***** DATA *****

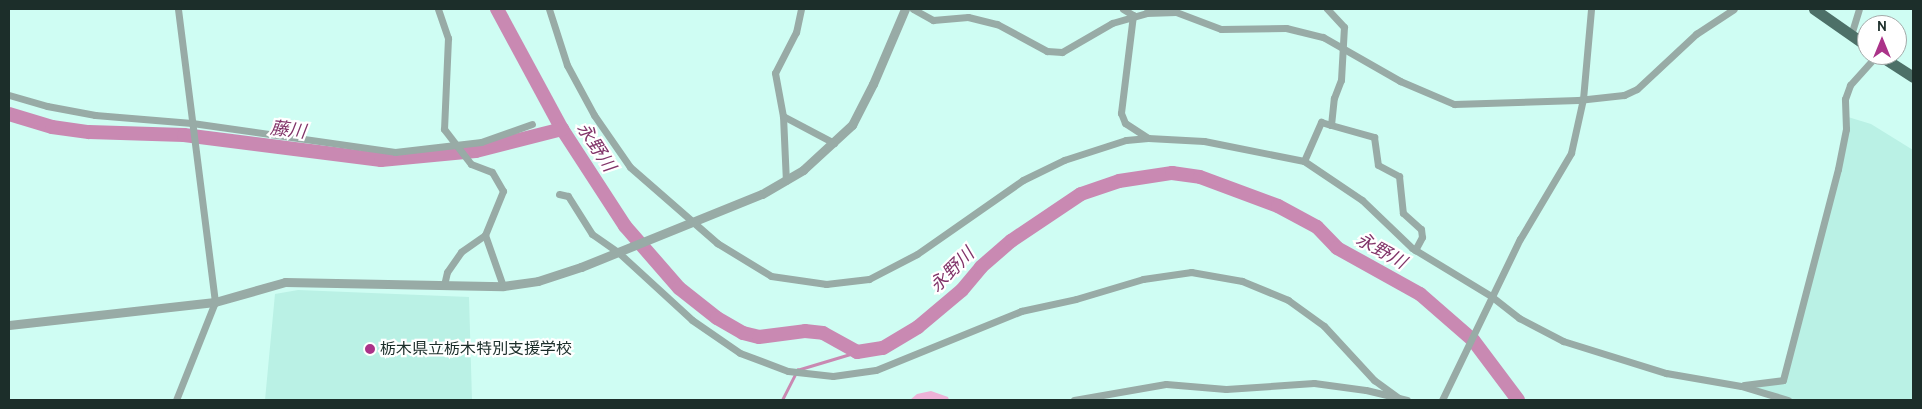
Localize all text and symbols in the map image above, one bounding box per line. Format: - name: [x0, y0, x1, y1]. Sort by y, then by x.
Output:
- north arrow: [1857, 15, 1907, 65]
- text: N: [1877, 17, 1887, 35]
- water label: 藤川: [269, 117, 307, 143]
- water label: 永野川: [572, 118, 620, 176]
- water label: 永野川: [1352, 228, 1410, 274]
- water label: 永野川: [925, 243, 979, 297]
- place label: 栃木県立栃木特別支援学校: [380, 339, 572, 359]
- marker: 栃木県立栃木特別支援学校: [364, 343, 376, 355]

*****
***** DATA *****

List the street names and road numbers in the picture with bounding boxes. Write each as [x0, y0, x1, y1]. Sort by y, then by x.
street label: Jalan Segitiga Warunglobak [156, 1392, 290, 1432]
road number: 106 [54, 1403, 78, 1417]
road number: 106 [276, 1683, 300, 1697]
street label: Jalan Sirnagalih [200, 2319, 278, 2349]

*****
***** DATA *****

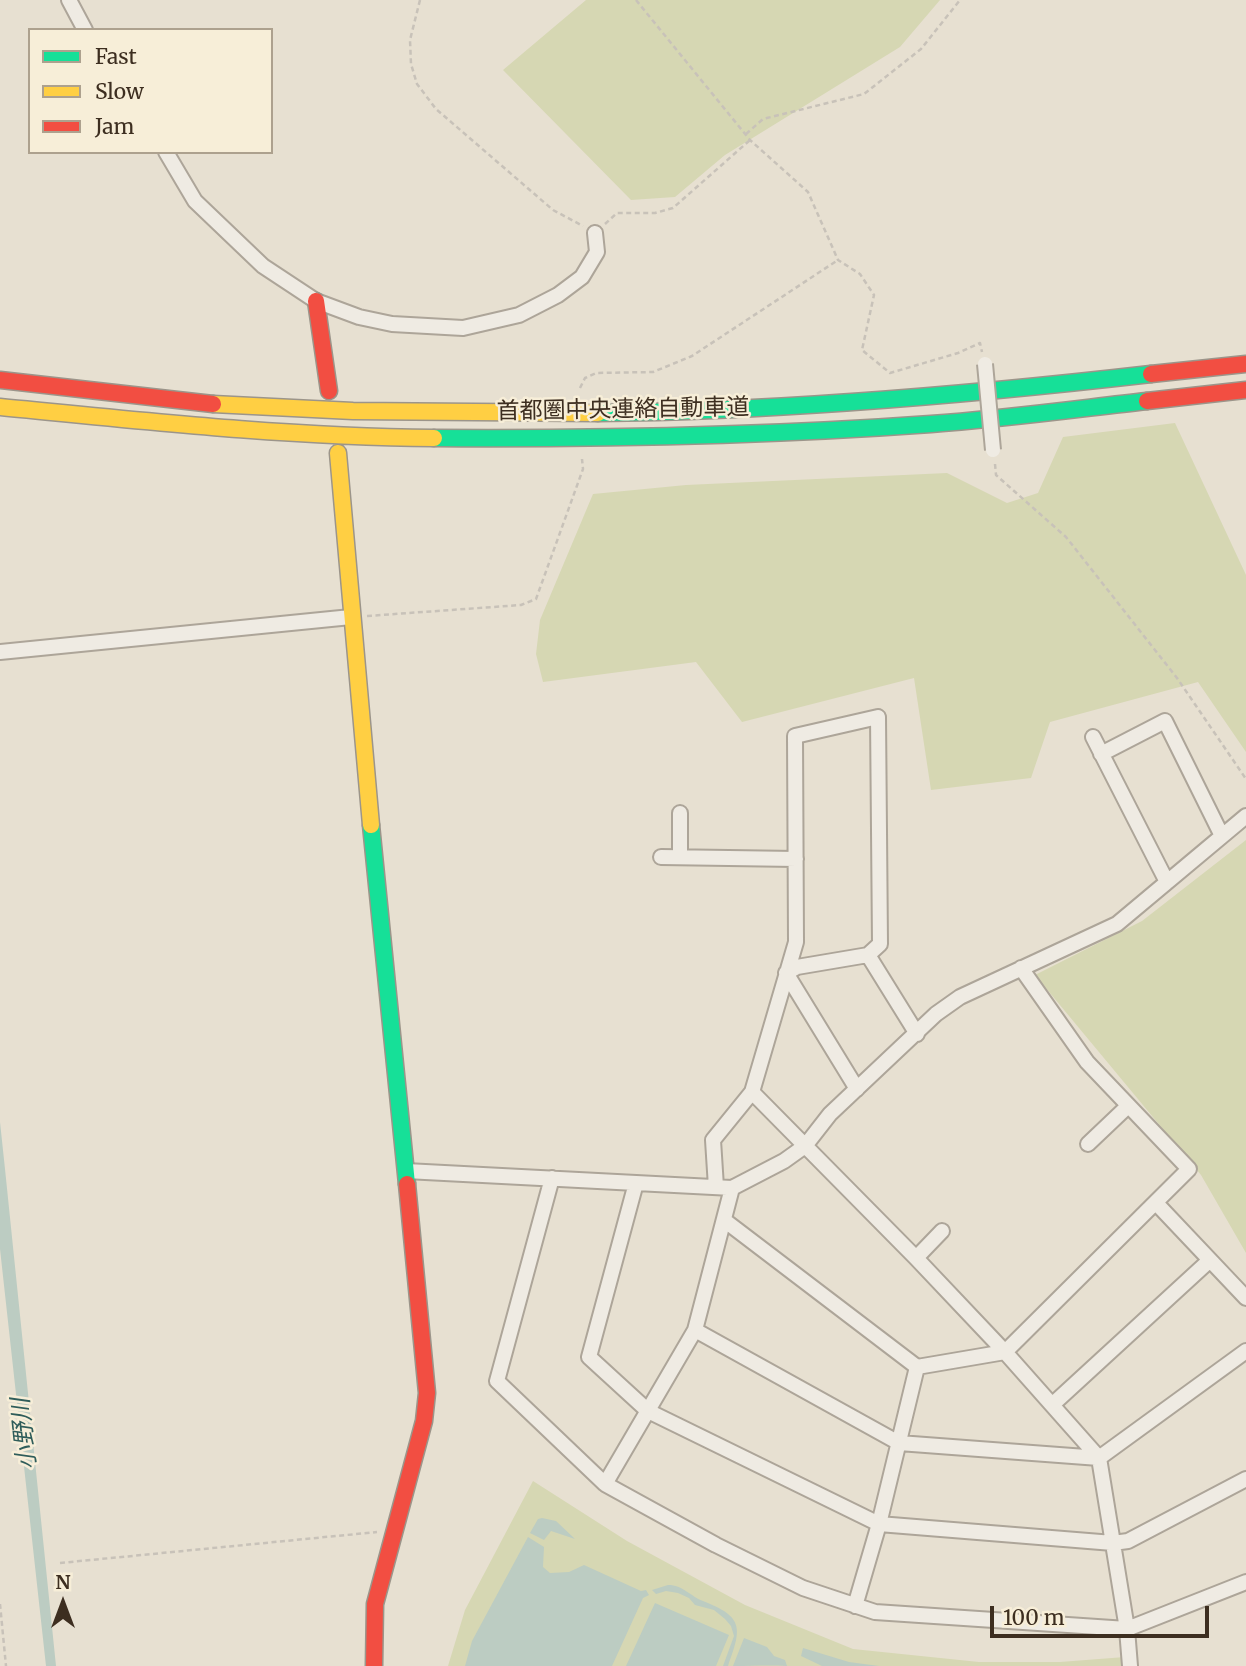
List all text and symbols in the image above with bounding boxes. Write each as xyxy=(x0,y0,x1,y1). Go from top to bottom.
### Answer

*****

WHAT YOU ARE ASKED TO DO> Copy all lines from the material above that hold the word "image".

FINISHED TASK>
Localize all text and symbols in the map image above, one bounding box per line. Format: - name: [x0, y0, x1, y1]. Sort by y, then by x.
List all text and symbols in the image above with bounding boxes. Write each as xyxy=(x0,y0,x1,y1). Go from top to bottom.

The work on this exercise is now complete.